The biggest year-on-year construction payroll growth in absolute numbers was in Texas (36,100 jobs), followed by Florida (29,900 jobs), Michigan (14,400 jobs) and Nevada (12,800 jobs). By percentage, payroll growth was healthiest in Alaska (19.5 percent), followed by Nevada (11.5 percent), Hawaii (10.5 percent) and Michigan (7.6 percent).
In terms of recent, month-to-month payroll construction jobs growth, Texas (5,100 jobs), Ohio (3,600 jobs), Florida (3,400 jobs) and Nevada (3,300 jobs) are poised as construction hot spots this summer.
A problem could be looming for the construction sector based on survey results tied to the American Institute of Architects (AIA)/Deltek Architecture Billings Index (ABI).
That national survey of architectural firms indicates billings at such companies decreased for the 17th consecutive month this June, with a national score across subsectors of 46.4 (any score below 50 means that billings declined).
“Although somewhat fewer firms reported a decline in billings in June than in May, the majority continued to experience a decrease from the previous month,” say ABI co-organizers Deltek, a Virginia-based information services company, and the AIA, based in Washington.
The AIA and Deltek say indicators of future work remain “generally soft,” with slightly more than half of responding firms reporting an increase in inquiries into new work. Firms also reported a decline in the value of newly signed design contracts for the third consecutive month, according to the survey takers.

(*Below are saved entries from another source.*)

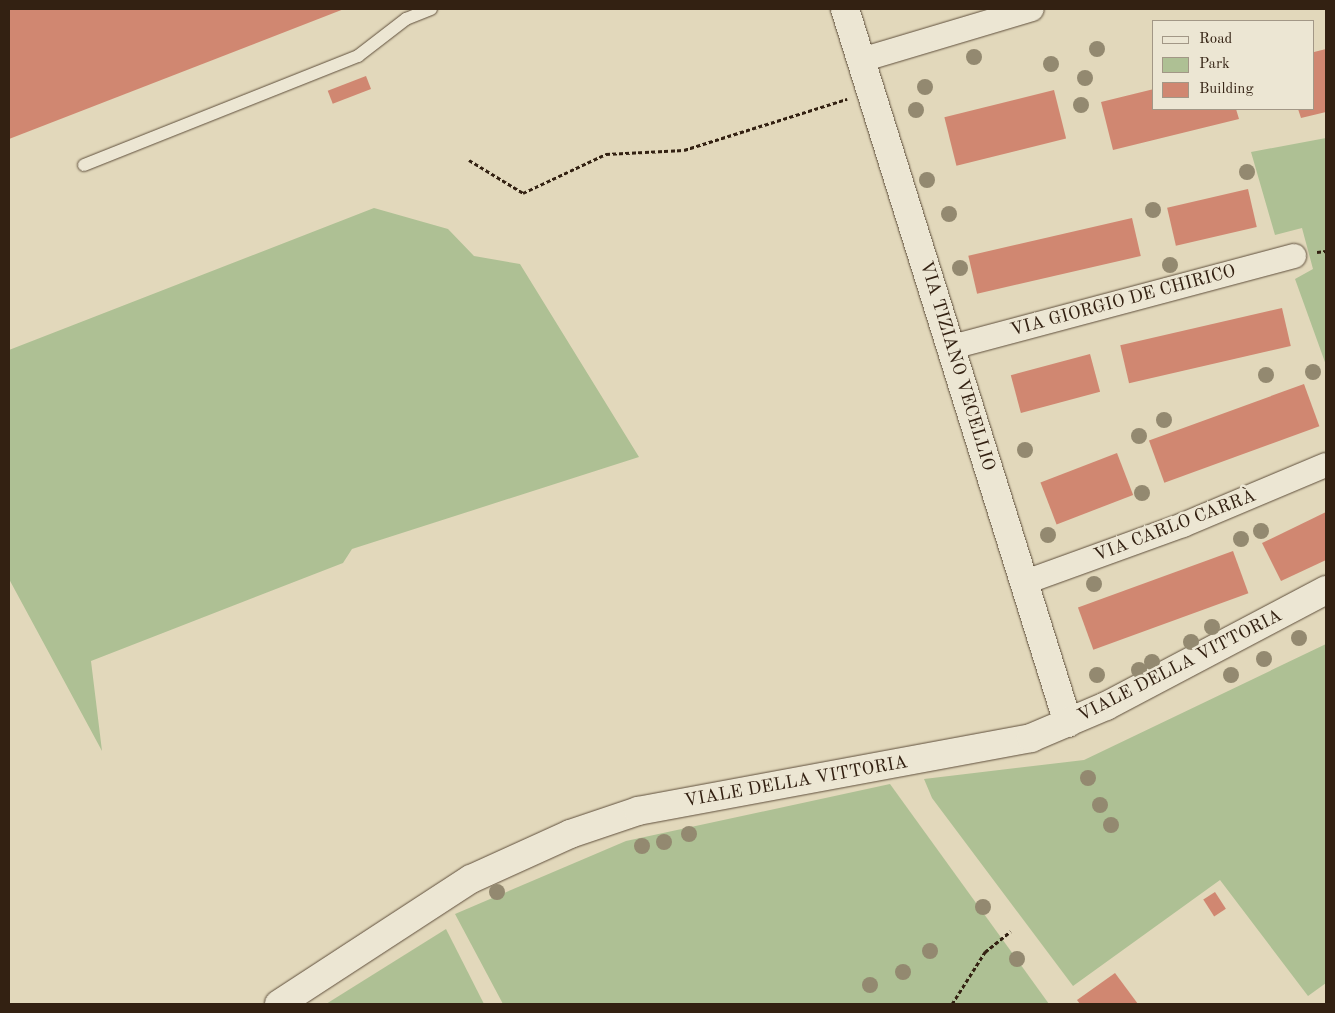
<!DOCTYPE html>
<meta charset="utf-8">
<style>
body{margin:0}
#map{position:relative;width:1335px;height:1013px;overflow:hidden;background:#e2d8bb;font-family:"Old Standard TT",serif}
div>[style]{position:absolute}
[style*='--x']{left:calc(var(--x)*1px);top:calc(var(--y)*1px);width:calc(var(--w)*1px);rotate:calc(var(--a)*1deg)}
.green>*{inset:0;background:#aec094}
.building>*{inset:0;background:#d08771;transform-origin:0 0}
.path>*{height:3px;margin-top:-1.5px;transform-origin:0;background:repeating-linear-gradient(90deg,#332112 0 4px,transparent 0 6.5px)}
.roads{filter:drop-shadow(0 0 1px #5f4f3c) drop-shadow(0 0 1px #5f4f3c)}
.lane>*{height:12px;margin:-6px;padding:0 6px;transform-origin:6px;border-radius:6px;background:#ece6d3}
.street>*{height:24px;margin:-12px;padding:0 12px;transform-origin:12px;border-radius:12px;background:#ece6d3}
.secondary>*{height:28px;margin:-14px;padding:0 14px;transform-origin:14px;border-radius:14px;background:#ece6d3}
.trees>*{width:16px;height:16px;margin:-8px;border-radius:50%;background:#938970}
span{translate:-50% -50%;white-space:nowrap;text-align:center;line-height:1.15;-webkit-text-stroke:5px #ece6d3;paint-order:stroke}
.street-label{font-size:18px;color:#332112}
.frame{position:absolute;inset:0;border:10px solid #332112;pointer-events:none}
.legend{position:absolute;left:1152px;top:20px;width:162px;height:90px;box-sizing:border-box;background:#ece6d3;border:1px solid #a29786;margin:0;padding:6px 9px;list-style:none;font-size:15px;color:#332112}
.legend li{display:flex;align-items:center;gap:10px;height:25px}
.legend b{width:25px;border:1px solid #a29786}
</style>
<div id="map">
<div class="green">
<i style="clip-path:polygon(1326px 138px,1326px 365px,1295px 279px,1313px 269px,1302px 228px,1275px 235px,1251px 152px)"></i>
<i style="clip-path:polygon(374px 208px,448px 229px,474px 256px,520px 264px,639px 457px,352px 549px,343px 563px,91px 661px,102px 751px,9px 579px,9px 350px)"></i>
<i style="clip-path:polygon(1326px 644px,1326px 983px,1308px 996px,1220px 880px,1073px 986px,932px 798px,924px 779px,1084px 760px)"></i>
<i style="clip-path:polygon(890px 784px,1049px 1004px,503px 1004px,455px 914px,626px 841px)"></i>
<i style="clip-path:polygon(446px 929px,484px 1004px,326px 1004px)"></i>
</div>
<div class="building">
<i style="clip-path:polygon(9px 9px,344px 9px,9px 139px)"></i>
<i style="clip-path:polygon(1326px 49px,1326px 112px,1301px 118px,1298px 109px,1314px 109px,1314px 52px)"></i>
<i style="left:366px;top:76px;width:14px;height:41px;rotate:69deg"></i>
<i style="clip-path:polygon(1154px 89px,1154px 109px,1236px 109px,1239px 119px,1113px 150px,1101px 102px)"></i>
<i style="left:1054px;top:90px;width:50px;height:113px;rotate:76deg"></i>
<i style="left:1248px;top:189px;width:39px;height:83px;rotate:77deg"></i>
<i style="left:1132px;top:218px;width:39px;height:168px;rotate:77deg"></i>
<i style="left:1282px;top:308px;width:39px;height:166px;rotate:77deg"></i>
<i style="left:1090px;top:354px;width:39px;height:82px;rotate:75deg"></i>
<i style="left:1304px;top:384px;width:45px;height:165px;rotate:70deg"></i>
<i style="left:1117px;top:453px;width:45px;height:82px;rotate:69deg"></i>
<i style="clip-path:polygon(1326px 512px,1326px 560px,1281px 581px,1262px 543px)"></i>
<i style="left:1233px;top:551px;width:45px;height:165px;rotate:70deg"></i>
<i style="left:1215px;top:892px;width:20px;height:14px;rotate:57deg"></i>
<i style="clip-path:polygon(1115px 973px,1138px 1004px,1080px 1004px,1077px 1000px)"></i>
</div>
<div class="path">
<i style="--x:469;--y:160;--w:63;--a:31.4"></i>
<i style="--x:523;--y:193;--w:92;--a:-25.2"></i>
<i style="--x:606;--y:154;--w:78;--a:-2.9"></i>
<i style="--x:684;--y:150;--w:171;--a:-17.4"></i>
<i style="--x:1317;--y:252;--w:9;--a:-6"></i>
<i style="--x:952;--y:1004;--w:62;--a:-57.6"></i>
<i style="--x:985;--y:952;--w:33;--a:-39"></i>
</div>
<div class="roads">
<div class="lane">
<i style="--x:84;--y:165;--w:295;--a:-21.7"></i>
<i style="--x:358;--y:56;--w:61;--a:-37.6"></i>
<i style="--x:406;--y:19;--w:27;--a:-22"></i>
</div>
<div class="street">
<i style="--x:861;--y:60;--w:178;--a:-16.6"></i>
<i style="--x:952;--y:347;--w:354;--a:-14.9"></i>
<i style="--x:1023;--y:583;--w:170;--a:-19.9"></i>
<i style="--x:1183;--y:525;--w:155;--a:-22.8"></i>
</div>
<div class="secondary">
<i style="--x:845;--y:9;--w:748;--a:72.66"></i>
<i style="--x:279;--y:1004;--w:229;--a:-33.1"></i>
<i style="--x:471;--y:879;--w:109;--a:-24.4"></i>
<i style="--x:570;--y:834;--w:72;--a:-18.7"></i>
<i style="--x:638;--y:811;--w:400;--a:-10.5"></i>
<i style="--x:1031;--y:738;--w:82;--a:-23.1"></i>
<i style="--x:1106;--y:706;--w:249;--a:-27.8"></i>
</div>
</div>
<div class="trees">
<i style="left:1097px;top:49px"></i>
<i style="left:974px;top:57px"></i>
<i style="left:1051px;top:64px"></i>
<i style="left:1085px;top:78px"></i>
<i style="left:925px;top:87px"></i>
<i style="left:1081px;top:105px"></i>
<i style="left:916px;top:110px"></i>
<i style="left:1247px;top:172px"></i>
<i style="left:927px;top:180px"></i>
<i style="left:1153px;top:210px"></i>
<i style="left:949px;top:214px"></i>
<i style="left:1170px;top:265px"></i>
<i style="left:960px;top:268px"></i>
<i style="left:1313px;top:372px"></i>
<i style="left:1266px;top:375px"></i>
<i style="left:1164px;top:420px"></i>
<i style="left:1139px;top:436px"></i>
<i style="left:1025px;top:450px"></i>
<i style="left:1142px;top:493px"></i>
<i style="left:1261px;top:531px"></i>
<i style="left:1048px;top:535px"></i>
<i style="left:1241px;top:539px"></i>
<i style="left:1094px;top:584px"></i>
<i style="left:1212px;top:627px"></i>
<i style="left:1299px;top:638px"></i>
<i style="left:1191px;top:642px"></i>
<i style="left:1264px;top:659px"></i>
<i style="left:1152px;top:662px"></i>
<i style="left:1139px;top:670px"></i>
<i style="left:1097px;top:675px"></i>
<i style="left:1231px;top:675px"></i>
<i style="left:1088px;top:778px"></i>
<i style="left:1100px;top:805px"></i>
<i style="left:1111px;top:825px"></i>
<i style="left:689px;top:834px"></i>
<i style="left:664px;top:842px"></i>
<i style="left:642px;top:846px"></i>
<i style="left:497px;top:892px"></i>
<i style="left:983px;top:907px"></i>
<i style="left:930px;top:951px"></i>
<i style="left:1017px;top:959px"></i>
<i style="left:903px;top:972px"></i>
<i style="left:870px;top:985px"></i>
</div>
<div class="street-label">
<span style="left:1123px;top:301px;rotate:-15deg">VIA GIORGIO DE CHIRICO</span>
<span style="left:957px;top:366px;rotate:73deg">VIA TIZIANO VECELLIO</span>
<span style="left:1175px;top:526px;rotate:-21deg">VIA CARLO CARRÀ</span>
<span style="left:1180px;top:666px;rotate:-27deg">VIALE DELLA VITTORIA</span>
<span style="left:796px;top:782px;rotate:-10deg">VIALE DELLA VITTORIA</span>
</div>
<div class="frame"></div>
<ul class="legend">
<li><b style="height:6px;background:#ece6d3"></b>Road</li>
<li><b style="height:14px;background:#aec094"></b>Park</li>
<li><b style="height:14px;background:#d08771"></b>Building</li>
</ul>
</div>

“While many firms still have a healthy backlog of projects in the pipeline, 6.4 months on average, this is the smallest that backlogs have been in more than three years,” the groups say.

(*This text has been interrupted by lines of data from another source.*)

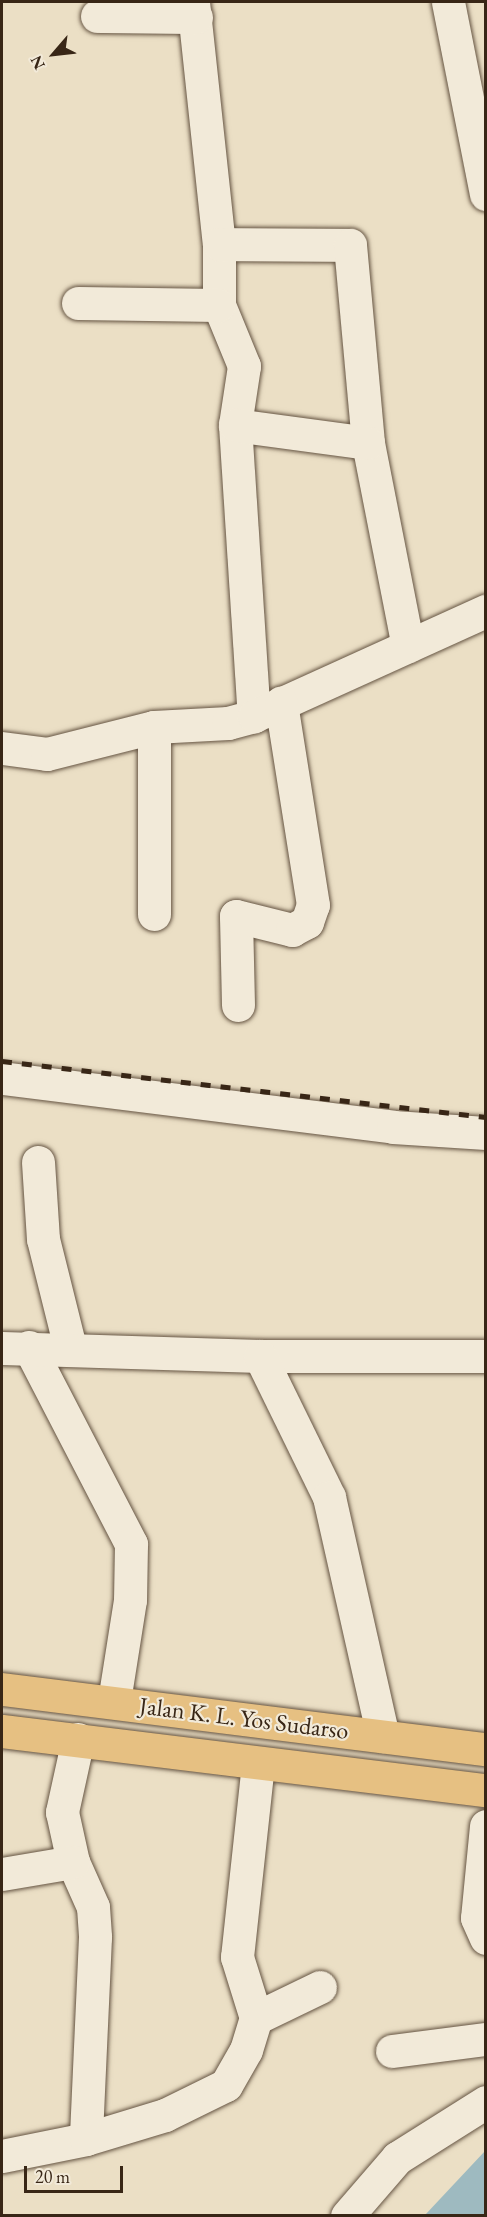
<!DOCTYPE html>
<html>
<head>
<meta charset="utf-8">
<style>
  body { margin:0 }
  #map { position:relative; width:487px; height:2217px; overflow:hidden; background:#ebdfc5; font-family:"EB Garamond",serif }
  div>[style] { position:absolute }
  .water>* { inset:0; background:#9ebac0 }
  .roads { filter:drop-shadow(0 0 2px #655442) drop-shadow(0 0 2px #655442) }
  .minor>* { height:33px; margin:-16.5px; padding:0 16.5px; transform-origin:16.5px; border-radius:16.5px; background:#f2ead9 }
  .highway>* { height:33px; margin:-16.5px; padding:0 16.5px; transform-origin:16.5px; border-radius:16.5px; background:#e6c082 }
  .rail>* { height:4.5px; margin-top:-2.25px; transform-origin:0; background:repeating-linear-gradient(90deg,#382616 0 10px,transparent 0 20px) }
  span { translate:-50% -50%; white-space:nowrap; text-align:center; line-height:1.15; -webkit-text-stroke:4.5px #f2ead9; paint-order:stroke }
  .street-label { font-size:24px; color:#382616 }
  .frame { position:absolute; inset:0; border:3px solid #382616; pointer-events:none }
  .north { position:absolute; left:24px; top:24px; width:60px; height:60px; -webkit-text-stroke:4px #f2ead9; paint-order:stroke; rotate:242deg; font-size:16px; font-weight:700; line-height:24px; text-align:center; color:#382616 }
  .north::after { content:''; display:block; margin:auto; width:21px; height:27px; background:#382616; clip-path:polygon(50% 0,100% 100%,50% 72%,0 100%) }
  .scale { position:absolute; left:24px; top:2166px; width:99px; height:27px; box-sizing:border-box; border:3px solid #382616; border-top:0; padding-left:8px; font-size:18px; line-height:21px; white-space:nowrap; color:#382616; -webkit-text-stroke:4px #f2ead9; paint-order:stroke }
</style>
</head>
<body>
<div id="map">
  <div class="water">
    <div style="clip-path:polygon(485px 2151px,485px 2215px,425px 2215px)"></div>
  </div>
  <div class="roads">
    <div class="minor">
      <div style="left:193px;top:2px;width:243px;rotate:83.9deg"></div>
      <div style="left:219px;top:244px;width:61px;rotate:90deg"></div>
      <div style="left:219px;top:305px;width:66px;rotate:67.7deg"></div>
      <div style="left:244px;top:366px;width:60px;rotate:98.7deg"></div>
      <div style="left:235px;top:425px;width:292px;rotate:86.3deg"></div>
      <div style="left:448px;top:2px;width:196px;rotate:78.8deg"></div>
      <div style="left:97px;top:16px;width:99px;rotate:0.6deg"></div>
      <div style="left:219px;top:244px;width:131px;rotate:0.4deg"></div>
      <div style="left:350px;top:245px;width:199px;rotate:84.8deg"></div>
      <div style="left:368px;top:443px;width:207px;rotate:78.9deg"></div>
      <div style="left:78px;top:303px;width:141px;rotate:0.8deg"></div>
      <div style="left:235px;top:425px;width:134px;rotate:7.7deg"></div>
      <div style="left:2px;top:748px;width:45px;rotate:7.6deg"></div>
      <div style="left:47px;top:754px;width:110px;rotate:-14.2deg"></div>
      <div style="left:154px;top:727px;width:74px;rotate:-3.1deg"></div>
      <div style="left:228px;top:723px;width:27px;rotate:-15deg"></div>
      <div style="left:254px;top:716px;width:255px;rotate:-24.4deg"></div>
      <div style="left:154px;top:914px;width:187px;rotate:-90deg"></div>
      <div style="left:238px;top:1005px;width:89px;rotate:-91.3deg"></div>
      <div style="left:236px;top:916px;width:58px;rotate:14deg"></div>
      <div style="left:292px;top:930px;width:17px;rotate:-28deg"></div>
      <div style="left:307px;top:922px;width:18px;rotate:-71deg"></div>
      <div style="left:313px;top:905px;width:205px;rotate:-99deg"></div>
      <div style="left:2px;top:1078px;width:394px;rotate:7.1deg"></div>
      <div style="left:393px;top:1127px;width:93px;rotate:3.7deg"></div>
      <div style="left:38px;top:1162px;width:77px;rotate:86.3deg"></div>
      <div style="left:43px;top:1239px;width:111px;rotate:76deg"></div>
      <div style="left:29px;top:1347px;width:222px;rotate:62.6deg"></div>
      <div style="left:131px;top:1544px;width:56px;rotate:91deg"></div>
      <div style="left:130px;top:1600px;width:102px;rotate:99deg"></div>
      <div style="left:2px;top:1348px;width:258px;rotate:1.8deg"></div>
      <div style="left:260px;top:1356px;width:226px"></div>
      <div style="left:260px;top:1356px;width:157px;rotate:63.9deg"></div>
      <div style="left:329px;top:1497px;width:245px;rotate:77.3deg"></div>
      <div style="left:78px;top:1739px;width:75px;rotate:102.4deg"></div>
      <div style="left:62px;top:1812px;width:51px;rotate:77.6deg"></div>
      <div style="left:73px;top:1862px;width:49px;rotate:66deg"></div>
      <div style="left:93px;top:1907px;width:30px;rotate:86deg"></div>
      <div style="left:95px;top:1937px;width:202px;rotate:92.6deg"></div>
      <div style="left:486px;top:1826px;width:92px;rotate:95.6deg"></div>
      <div style="left:477px;top:1918px;width:22px;rotate:66deg"></div>
      <div style="left:2px;top:1874px;width:72px;rotate:-9.6deg"></div>
      <div style="left:256px;top:2018px;width:71px;rotate:-25.8deg"></div>
      <div style="left:392px;top:2051px;width:95px;rotate:-7.3deg"></div>
      <div style="left:2px;top:2156px;width:86px;rotate:-11.4deg"></div>
      <div style="left:86px;top:2139px;width:83px;rotate:-16.9deg"></div>
      <div style="left:165px;top:2115px;width:68px;rotate:-26.2deg"></div>
      <div style="left:226px;top:2085px;width:40px;rotate:-60.3deg"></div>
      <div style="left:246px;top:2050px;width:34px;rotate:-73deg"></div>
      <div style="left:256px;top:2018px;width:64px;rotate:-107.3deg"></div>
      <div style="left:237px;top:1957px;width:195px;rotate:-83.8deg"></div>
      <div style="left:347px;top:2216px;width:77px;rotate:-49.2deg"></div>
      <div style="left:397px;top:2158px;width:105px;rotate:-32.2deg"></div>
    </div>
    <div class="highway">
      <div style="left:2px;top:1689px;width:488px;rotate:7.1deg"></div>
      <div style="left:2px;top:1731px;width:488px;rotate:7deg"></div>
    </div>
  </div>
  <div class="rail">
    <div style="left:2px;top:1061px;width:487px;rotate:6.6deg"></div>
  </div>
  <div class="street-label">
    <span style="left:244px;top:1718px;rotate:7deg">Jalan K. L. Yos Sudarso</span>
  </div>
  <div class="frame"></div>
  <div class="north">N</div>
  <div class="scale">20 m</div>
</div>
</body>
</html>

Respondents to the ABI survey point to a potential decline in interest rates as a factor causing firms to remain generally optimistic that conditions will start to improve if or when that happens.
While architectural business conditions remained soft in most of the country in June, respondents located in the Northeast reported a slight increase in billings for the first time since January 2023.
The ABI survey organizers describe billings at firms with a multifamily residential specialization as “remaining soft."
“Conditions are now weaker at firms with other specializations for the first time in nearly two years, most notably at those with a commercial/industrial specialization," they say.